→ **EXERCISE DETAILS**: Look through the material for lines with the word "compass", and copy each one.

→ **DATA PROVIDED**:
-------
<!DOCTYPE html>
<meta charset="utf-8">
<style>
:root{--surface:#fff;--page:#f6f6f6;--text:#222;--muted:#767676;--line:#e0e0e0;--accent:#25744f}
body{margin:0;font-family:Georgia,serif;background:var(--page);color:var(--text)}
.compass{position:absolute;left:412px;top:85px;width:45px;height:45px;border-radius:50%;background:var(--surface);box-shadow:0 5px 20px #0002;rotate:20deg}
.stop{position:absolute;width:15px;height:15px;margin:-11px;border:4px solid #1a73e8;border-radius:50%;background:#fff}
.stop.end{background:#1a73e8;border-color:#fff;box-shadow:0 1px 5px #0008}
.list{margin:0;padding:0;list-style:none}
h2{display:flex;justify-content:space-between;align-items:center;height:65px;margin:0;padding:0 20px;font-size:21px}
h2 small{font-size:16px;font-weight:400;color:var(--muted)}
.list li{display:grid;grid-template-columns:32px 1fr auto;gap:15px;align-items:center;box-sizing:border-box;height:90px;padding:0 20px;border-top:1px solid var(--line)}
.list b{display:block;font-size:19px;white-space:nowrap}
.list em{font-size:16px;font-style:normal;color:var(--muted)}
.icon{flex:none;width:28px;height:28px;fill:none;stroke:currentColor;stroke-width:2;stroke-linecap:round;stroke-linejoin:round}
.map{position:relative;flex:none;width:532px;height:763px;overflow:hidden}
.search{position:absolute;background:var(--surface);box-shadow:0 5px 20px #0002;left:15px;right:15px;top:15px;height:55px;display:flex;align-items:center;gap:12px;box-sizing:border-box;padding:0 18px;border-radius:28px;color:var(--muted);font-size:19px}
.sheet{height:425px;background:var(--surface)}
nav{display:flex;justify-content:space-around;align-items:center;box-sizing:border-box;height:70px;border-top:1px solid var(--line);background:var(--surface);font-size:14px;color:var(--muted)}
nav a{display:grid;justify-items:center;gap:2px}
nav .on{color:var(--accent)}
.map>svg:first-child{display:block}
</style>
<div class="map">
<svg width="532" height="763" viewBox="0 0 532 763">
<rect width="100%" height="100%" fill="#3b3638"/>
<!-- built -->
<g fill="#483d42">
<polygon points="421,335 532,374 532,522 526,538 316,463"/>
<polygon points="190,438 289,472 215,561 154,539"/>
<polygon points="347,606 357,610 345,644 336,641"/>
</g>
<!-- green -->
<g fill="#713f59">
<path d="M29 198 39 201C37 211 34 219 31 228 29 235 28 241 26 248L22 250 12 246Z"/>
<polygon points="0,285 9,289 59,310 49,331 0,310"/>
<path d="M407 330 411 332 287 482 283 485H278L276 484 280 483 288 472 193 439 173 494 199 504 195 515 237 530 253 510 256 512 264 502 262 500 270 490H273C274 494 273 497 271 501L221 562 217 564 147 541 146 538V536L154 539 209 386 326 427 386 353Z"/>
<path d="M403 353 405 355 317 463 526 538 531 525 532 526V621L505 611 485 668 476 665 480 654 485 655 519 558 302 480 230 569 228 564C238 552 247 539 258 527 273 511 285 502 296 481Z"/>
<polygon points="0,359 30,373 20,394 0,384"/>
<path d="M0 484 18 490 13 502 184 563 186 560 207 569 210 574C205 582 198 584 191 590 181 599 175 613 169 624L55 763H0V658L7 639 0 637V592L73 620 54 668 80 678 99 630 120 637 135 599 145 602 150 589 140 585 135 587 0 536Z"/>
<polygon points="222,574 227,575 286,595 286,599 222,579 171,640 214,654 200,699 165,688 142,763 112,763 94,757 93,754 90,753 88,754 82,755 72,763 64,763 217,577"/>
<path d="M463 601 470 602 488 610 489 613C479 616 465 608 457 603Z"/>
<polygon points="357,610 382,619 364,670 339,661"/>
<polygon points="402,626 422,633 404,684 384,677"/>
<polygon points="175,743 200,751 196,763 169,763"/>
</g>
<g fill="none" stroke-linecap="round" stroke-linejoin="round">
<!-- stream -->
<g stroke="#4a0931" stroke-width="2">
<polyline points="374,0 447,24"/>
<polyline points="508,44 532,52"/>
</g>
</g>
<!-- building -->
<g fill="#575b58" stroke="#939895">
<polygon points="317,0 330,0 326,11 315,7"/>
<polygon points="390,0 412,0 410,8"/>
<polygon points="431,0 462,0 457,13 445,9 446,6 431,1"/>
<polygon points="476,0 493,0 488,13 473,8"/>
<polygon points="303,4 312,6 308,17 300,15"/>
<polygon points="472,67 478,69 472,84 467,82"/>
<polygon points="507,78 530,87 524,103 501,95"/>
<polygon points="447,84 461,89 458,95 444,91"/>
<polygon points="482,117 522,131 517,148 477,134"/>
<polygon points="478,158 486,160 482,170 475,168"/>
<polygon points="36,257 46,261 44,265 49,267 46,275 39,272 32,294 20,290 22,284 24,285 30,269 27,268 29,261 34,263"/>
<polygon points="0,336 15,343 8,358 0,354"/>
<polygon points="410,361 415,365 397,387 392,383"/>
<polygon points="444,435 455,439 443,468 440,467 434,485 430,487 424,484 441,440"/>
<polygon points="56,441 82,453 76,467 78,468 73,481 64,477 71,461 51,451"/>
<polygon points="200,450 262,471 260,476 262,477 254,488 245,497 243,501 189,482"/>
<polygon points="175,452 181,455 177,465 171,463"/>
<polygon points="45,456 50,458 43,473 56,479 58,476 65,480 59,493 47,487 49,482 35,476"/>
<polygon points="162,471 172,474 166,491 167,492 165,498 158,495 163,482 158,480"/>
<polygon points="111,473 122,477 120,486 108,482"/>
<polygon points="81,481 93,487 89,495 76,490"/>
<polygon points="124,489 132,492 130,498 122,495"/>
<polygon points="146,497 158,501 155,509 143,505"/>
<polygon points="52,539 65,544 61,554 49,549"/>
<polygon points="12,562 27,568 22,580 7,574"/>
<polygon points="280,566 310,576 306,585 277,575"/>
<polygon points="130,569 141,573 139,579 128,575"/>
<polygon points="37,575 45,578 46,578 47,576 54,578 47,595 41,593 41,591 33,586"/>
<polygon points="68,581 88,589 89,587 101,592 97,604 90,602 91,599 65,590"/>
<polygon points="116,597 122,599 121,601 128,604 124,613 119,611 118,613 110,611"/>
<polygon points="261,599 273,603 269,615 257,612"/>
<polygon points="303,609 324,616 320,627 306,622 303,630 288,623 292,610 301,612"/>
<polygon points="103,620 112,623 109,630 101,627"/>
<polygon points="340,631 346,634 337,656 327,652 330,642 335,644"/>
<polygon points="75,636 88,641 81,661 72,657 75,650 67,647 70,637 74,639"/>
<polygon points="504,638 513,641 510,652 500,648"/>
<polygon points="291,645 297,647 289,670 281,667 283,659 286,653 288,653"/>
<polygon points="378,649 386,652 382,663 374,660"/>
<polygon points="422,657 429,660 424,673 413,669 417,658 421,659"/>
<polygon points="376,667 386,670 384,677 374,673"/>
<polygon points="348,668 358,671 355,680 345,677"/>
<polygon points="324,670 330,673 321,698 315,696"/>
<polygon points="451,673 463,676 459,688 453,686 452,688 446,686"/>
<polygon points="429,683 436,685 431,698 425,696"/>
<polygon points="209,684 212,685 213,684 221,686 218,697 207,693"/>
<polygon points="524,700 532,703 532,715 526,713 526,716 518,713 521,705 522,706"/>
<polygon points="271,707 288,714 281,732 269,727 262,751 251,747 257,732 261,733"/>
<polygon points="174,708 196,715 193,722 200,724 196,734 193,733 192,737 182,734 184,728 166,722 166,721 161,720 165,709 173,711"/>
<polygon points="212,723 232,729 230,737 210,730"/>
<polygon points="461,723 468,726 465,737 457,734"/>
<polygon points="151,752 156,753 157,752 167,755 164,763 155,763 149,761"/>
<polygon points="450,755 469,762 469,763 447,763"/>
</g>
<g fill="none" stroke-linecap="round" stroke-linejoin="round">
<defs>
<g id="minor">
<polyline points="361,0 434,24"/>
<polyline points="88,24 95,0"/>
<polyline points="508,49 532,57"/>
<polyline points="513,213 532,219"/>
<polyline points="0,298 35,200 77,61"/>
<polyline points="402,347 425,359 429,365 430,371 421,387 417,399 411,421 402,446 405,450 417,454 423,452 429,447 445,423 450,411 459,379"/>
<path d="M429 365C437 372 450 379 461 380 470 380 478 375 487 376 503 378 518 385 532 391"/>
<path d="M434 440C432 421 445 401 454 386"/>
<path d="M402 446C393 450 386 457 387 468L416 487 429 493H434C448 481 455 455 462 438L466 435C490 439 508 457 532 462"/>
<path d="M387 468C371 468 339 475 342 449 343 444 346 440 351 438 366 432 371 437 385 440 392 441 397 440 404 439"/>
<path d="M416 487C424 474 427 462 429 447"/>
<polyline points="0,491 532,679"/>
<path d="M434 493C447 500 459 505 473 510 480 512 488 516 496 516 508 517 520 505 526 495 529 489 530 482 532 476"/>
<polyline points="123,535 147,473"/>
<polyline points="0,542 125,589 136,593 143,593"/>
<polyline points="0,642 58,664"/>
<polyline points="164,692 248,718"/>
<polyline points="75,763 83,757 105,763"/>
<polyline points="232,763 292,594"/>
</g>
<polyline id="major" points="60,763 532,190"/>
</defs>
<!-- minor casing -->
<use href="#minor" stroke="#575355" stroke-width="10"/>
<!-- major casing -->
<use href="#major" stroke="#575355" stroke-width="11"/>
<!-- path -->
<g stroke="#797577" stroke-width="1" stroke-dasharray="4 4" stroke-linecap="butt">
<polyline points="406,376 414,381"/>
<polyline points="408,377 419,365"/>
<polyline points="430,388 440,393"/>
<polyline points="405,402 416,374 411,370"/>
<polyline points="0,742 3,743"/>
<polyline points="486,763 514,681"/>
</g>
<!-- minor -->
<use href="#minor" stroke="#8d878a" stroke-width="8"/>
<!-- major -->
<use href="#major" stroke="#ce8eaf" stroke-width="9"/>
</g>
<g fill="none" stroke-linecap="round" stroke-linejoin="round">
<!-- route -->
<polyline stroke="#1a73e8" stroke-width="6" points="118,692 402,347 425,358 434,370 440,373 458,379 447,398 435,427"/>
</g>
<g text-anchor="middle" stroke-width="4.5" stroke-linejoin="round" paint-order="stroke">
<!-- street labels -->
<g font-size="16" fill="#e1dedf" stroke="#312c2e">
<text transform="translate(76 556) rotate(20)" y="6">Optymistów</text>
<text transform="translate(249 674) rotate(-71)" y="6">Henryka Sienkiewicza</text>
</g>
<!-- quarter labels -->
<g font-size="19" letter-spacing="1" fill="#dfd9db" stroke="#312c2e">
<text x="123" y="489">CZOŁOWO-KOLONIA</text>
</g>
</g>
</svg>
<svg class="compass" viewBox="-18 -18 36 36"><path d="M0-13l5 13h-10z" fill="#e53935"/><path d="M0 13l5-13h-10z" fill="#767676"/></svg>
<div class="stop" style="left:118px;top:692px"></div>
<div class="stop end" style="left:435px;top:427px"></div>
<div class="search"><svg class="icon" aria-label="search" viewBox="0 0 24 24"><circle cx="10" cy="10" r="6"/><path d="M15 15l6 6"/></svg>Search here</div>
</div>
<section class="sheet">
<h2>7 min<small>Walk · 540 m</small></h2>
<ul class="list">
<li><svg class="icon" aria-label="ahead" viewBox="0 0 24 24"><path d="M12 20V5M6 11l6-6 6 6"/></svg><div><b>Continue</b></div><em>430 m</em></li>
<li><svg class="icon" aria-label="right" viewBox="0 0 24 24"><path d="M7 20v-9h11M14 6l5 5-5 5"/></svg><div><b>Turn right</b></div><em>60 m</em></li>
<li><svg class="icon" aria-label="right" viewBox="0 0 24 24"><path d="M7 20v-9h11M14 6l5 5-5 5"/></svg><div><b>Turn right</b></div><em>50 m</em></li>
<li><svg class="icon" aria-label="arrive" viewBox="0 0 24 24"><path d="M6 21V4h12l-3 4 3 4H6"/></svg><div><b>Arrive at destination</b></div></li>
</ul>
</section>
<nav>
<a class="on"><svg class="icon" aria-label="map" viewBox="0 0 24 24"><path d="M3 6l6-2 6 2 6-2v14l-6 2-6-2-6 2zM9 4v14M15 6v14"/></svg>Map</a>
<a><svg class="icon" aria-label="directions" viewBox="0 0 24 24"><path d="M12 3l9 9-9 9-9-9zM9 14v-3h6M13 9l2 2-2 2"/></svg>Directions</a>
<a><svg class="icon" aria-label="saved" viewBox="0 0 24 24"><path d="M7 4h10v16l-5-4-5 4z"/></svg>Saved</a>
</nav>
-------
→ **OUTPUT FOR THIS EXERCISE**:
.compass{position:absolute;left:412px;top:85px;width:45px;height:45px;border-radius:50%;background:var(--surface);box-shadow:0 5px 20px #0002;rotate:20deg}
<svg class="compass" viewBox="-18 -18 36 36"><path d="M0-13l5 13h-10z" fill="#e53935"/><path d="M0 13l5-13h-10z" fill="#767676"/></svg>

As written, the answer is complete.